So what is the Robots Exclusion Protocol?
The robots exclusion standard, also known as the robots exclusion protocol or simply robots.txt, is a standard used by websites to communicate with web crawlers and other web robots. The standard specifies how to inform the web robot about which areas of the website should not be processed or scanned.
Wikipedia
Crawler directives, indexing directives – what does this mean?
Crawler directives
Setting crawler directives (in robots.txt and our sitemaps) allow the website owner to determine which resources search engine crawlers are allowed, or not allowed to access on the site.
Sitemaps can be used to suggest things like the most important pages to be crawled, how frequently they should be crawled (although this is probably ignored) and the date they were last updated.
Search bots are simple things.

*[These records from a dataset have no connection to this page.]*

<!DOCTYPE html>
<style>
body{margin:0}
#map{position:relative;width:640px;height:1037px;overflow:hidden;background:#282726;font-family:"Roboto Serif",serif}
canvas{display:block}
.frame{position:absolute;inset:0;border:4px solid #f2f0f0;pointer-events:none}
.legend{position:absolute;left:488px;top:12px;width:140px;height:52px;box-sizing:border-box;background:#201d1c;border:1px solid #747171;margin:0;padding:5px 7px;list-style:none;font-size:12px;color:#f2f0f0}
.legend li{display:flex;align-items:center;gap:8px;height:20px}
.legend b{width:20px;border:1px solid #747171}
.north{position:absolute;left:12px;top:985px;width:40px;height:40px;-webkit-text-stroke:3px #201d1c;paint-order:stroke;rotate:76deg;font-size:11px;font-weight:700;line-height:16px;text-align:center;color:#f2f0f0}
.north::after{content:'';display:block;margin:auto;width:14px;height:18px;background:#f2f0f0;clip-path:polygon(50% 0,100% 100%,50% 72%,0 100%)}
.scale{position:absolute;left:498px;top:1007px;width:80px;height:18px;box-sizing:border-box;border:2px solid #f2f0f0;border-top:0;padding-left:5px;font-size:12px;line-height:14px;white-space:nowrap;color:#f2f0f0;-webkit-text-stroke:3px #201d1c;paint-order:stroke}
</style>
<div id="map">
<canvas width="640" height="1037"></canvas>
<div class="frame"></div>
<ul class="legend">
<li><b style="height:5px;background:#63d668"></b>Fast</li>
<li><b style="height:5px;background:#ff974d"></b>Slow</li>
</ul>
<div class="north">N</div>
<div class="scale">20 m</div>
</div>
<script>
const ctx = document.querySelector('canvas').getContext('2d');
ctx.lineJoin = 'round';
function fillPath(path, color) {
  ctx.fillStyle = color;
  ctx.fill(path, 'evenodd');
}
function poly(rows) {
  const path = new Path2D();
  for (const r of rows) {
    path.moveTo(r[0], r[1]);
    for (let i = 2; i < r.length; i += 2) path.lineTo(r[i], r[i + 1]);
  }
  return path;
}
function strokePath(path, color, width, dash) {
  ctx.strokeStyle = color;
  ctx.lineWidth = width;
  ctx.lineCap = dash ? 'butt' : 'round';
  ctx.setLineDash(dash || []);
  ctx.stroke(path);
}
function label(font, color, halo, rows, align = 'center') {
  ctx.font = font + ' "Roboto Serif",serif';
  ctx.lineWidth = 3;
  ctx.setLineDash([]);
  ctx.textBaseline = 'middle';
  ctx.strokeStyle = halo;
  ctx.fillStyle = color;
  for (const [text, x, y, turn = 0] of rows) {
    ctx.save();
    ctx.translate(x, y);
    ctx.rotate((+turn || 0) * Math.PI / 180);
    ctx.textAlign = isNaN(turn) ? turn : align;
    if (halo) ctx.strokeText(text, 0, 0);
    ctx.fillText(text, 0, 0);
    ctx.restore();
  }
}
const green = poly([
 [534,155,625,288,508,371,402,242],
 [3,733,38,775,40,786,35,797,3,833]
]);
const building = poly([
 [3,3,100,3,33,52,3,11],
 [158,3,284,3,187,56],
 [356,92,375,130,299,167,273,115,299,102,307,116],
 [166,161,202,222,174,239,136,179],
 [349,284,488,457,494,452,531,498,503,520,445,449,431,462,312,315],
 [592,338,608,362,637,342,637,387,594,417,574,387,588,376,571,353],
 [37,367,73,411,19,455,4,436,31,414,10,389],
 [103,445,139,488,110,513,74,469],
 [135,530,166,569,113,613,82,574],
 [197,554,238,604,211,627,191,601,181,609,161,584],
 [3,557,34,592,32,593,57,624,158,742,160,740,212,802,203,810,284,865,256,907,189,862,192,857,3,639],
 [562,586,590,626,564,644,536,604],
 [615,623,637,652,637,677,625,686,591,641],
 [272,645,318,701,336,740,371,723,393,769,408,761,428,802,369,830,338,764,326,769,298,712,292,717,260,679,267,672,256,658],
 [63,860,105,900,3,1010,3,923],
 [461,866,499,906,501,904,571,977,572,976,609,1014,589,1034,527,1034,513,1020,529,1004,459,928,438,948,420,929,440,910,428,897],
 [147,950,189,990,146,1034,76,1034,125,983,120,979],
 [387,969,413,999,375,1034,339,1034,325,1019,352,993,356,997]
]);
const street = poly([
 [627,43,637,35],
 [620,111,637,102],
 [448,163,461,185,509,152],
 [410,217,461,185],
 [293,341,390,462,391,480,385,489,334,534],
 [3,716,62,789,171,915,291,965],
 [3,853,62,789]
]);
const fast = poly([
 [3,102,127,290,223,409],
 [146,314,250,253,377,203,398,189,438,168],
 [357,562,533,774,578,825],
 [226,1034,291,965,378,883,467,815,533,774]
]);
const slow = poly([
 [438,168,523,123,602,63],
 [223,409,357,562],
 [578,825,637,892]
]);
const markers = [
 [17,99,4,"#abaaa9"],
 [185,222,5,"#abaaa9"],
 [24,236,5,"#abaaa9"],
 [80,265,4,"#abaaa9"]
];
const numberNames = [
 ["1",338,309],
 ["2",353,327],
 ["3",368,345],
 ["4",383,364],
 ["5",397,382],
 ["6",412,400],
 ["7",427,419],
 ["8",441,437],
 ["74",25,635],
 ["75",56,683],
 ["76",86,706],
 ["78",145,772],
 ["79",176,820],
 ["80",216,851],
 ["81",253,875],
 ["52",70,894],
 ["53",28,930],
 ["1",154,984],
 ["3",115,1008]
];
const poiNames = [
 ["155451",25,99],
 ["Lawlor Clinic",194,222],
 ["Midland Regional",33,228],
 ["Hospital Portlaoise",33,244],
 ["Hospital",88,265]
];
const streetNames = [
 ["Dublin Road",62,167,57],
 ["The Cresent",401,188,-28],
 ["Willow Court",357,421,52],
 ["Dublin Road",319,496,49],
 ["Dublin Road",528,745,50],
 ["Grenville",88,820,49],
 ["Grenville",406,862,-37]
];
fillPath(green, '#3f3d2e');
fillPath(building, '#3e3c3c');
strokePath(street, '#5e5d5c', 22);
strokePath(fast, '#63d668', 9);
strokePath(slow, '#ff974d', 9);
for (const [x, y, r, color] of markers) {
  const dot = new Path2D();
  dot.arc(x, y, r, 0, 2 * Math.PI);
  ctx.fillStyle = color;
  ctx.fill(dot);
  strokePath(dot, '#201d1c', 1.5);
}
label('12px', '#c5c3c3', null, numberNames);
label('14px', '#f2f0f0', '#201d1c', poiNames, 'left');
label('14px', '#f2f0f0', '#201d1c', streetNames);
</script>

They fetch the data for a search engine to index, and that’s pretty much it. Once a page has been crawled, any indexer directives we’ve set will be processed and hopefully, respected.
Indexer directives
1. In the head
Indexer directives are directives that are set on a per page basis and can be found in the head of your web pages.
For example:
<meta name="robots" content="noindex" />
2. In the http header
Indexer directives can also be set on a per file (.txt, .doc, .pdf and so on) basis in the http header using the X-Robots-Tag.
This lesser-known HTTP header addition method to add: “noarchive”, “noindex”, “nofollow”, and “nosnippet” at the page level, much like you would in the meta element.
Why lesser known? While it’s supported by Google and Bing (and therefore, Yahoo), the X-Robots-Tag likes to hide in your server header responses rather than in the head
element of a web page.
A lot of SEOs just don’t look here:
3. Inline
Finally, you could class the Microformat rel=”nofollow” as an inline indexer directive.
It implies that a search engine should not “follow” a link with the objective of not passing any authority to the link from your page. I’ve always thought of nofollow as a way of saying “I don’t editorially vouch for this link”.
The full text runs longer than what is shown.